→ TASK PROMPT: Only the lines that hold "buttons" should be in the answer, each copied from the data below.

→ EXTRACTED RECORDS:
○ ○ ○ ○

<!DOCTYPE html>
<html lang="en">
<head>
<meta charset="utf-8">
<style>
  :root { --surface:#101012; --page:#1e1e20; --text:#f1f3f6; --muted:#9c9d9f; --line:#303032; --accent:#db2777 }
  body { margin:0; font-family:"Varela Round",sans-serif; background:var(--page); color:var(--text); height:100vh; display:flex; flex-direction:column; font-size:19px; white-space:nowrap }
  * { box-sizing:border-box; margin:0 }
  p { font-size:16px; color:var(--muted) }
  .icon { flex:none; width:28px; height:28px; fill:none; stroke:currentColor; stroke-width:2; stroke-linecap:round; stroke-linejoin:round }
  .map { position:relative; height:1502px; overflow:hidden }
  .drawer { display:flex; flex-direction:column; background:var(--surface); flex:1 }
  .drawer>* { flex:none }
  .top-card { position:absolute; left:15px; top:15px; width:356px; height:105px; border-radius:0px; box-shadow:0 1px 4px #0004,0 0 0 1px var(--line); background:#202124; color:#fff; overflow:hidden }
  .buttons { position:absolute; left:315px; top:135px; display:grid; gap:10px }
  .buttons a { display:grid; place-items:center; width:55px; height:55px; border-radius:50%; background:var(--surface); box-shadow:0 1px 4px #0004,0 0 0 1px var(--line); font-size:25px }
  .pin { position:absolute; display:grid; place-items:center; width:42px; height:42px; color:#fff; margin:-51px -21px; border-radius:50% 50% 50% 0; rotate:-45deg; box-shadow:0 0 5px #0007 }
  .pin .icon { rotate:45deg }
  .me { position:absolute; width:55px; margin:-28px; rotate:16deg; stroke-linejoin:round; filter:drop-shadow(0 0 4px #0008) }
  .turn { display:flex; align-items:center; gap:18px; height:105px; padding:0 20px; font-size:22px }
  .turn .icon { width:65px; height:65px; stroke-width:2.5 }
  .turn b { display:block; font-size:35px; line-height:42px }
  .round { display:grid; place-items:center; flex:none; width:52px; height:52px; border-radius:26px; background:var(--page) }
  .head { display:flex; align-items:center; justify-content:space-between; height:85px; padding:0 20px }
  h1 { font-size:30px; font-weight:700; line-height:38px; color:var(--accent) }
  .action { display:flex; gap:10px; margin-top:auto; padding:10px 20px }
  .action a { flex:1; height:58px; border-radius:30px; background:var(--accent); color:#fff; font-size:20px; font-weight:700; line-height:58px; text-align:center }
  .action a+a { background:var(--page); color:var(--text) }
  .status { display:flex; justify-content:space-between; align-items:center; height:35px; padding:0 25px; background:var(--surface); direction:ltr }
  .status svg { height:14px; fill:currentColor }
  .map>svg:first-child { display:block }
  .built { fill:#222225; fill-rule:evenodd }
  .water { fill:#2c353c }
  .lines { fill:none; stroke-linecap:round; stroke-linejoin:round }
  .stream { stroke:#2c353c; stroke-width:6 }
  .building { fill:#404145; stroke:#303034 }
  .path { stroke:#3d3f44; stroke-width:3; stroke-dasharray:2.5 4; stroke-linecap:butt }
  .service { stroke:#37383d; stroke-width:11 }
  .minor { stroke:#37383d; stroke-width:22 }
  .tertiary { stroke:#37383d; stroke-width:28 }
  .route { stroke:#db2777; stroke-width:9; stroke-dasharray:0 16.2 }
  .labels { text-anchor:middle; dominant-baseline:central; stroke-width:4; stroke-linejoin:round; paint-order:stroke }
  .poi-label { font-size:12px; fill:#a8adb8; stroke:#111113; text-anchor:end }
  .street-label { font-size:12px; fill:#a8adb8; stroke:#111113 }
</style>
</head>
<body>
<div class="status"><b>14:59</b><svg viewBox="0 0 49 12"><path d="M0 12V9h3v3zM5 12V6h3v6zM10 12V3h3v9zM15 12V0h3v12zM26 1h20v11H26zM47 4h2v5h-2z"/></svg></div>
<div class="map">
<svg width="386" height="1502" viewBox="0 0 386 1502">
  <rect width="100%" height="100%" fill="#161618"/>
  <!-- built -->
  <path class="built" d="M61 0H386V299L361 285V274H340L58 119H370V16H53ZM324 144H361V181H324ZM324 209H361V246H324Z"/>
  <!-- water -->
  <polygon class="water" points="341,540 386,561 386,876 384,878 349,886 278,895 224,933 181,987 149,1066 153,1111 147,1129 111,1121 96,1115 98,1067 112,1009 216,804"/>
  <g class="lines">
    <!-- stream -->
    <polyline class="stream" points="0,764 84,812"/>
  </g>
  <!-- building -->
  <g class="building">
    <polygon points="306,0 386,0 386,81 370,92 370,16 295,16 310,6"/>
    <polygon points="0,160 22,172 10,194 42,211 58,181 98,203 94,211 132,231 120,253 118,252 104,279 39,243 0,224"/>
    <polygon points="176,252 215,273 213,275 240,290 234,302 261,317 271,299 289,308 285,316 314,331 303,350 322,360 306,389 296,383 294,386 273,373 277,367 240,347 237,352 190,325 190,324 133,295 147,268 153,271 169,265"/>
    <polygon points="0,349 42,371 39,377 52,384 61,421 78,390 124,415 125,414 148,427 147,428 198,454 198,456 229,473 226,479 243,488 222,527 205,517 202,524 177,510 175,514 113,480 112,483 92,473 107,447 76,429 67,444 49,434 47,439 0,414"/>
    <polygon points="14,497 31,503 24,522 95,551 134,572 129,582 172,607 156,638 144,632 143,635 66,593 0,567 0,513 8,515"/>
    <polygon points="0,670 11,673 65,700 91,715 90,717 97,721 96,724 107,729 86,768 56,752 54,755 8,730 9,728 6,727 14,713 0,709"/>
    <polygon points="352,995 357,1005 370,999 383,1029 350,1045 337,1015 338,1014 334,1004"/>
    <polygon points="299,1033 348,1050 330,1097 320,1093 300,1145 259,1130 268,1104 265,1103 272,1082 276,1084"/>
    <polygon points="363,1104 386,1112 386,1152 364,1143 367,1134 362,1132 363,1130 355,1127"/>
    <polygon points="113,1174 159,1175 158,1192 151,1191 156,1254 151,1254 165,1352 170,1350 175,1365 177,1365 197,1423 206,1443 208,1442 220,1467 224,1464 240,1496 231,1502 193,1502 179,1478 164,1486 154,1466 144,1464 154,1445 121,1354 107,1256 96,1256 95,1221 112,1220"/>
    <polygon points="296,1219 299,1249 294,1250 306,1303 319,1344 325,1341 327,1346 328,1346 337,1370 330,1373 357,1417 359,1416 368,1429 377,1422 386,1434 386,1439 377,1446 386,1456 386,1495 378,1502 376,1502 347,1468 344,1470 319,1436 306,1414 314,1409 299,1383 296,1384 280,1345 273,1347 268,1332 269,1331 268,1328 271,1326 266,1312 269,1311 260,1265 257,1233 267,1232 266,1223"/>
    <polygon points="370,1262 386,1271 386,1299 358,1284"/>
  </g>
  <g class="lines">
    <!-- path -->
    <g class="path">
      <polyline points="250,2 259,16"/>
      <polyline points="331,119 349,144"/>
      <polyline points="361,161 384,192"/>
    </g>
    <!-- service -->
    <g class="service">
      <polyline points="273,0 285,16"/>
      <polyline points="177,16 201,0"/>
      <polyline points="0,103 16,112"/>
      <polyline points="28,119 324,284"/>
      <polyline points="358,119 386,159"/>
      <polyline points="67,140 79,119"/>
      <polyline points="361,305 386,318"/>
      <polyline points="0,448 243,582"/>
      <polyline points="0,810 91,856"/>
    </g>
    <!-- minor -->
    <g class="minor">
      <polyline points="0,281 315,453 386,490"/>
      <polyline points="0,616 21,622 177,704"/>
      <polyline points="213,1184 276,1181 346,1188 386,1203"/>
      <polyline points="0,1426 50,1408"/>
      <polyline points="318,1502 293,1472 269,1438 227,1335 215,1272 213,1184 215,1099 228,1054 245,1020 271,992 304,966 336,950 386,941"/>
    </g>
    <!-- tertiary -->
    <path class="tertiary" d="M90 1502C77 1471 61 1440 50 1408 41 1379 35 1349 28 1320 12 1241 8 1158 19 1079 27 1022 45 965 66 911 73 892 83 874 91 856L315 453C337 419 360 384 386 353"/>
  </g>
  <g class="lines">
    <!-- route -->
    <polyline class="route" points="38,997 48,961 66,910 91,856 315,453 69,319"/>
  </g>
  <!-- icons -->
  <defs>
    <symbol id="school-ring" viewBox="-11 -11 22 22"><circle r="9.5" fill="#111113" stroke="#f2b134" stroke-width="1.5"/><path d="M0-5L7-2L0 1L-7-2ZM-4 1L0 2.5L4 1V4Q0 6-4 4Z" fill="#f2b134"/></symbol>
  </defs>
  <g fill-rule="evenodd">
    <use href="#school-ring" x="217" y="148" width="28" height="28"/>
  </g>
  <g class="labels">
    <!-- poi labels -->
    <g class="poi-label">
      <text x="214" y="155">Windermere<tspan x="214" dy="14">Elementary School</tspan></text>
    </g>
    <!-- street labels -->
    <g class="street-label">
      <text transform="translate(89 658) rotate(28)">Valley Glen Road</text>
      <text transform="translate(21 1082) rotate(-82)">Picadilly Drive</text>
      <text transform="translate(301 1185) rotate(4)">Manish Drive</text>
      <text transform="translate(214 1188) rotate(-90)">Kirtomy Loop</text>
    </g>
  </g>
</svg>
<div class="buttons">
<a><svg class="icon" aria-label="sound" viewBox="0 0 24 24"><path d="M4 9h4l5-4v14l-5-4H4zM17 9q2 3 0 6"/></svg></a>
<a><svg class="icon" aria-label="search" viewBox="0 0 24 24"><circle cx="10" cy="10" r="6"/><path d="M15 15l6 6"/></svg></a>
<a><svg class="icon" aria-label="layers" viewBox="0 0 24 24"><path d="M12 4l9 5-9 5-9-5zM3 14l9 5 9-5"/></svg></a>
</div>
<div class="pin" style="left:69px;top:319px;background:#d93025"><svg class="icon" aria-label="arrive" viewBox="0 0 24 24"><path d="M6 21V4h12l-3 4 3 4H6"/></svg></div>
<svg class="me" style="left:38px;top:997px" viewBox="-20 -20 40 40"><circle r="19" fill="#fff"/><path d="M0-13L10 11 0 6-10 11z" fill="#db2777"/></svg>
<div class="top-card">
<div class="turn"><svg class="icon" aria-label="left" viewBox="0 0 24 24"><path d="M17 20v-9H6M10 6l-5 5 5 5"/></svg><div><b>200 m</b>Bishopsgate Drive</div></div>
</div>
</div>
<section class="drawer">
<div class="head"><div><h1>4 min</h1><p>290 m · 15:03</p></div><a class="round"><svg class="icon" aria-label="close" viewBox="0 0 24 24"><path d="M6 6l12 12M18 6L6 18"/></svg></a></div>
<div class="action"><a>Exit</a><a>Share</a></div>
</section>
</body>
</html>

○ ○ ○ ○

→ WRITTEN SOLUTION:
  .buttons { position:absolute; left:315px; top:135px; display:grid; gap:10px }
  .buttons a { display:grid; place-items:center; width:55px; height:55px; border-radius:50%; background:var(--surface); box-shadow:0 1px 4px #0004,0 0 0 1px var(--line); font-size:25px }
<div class="buttons">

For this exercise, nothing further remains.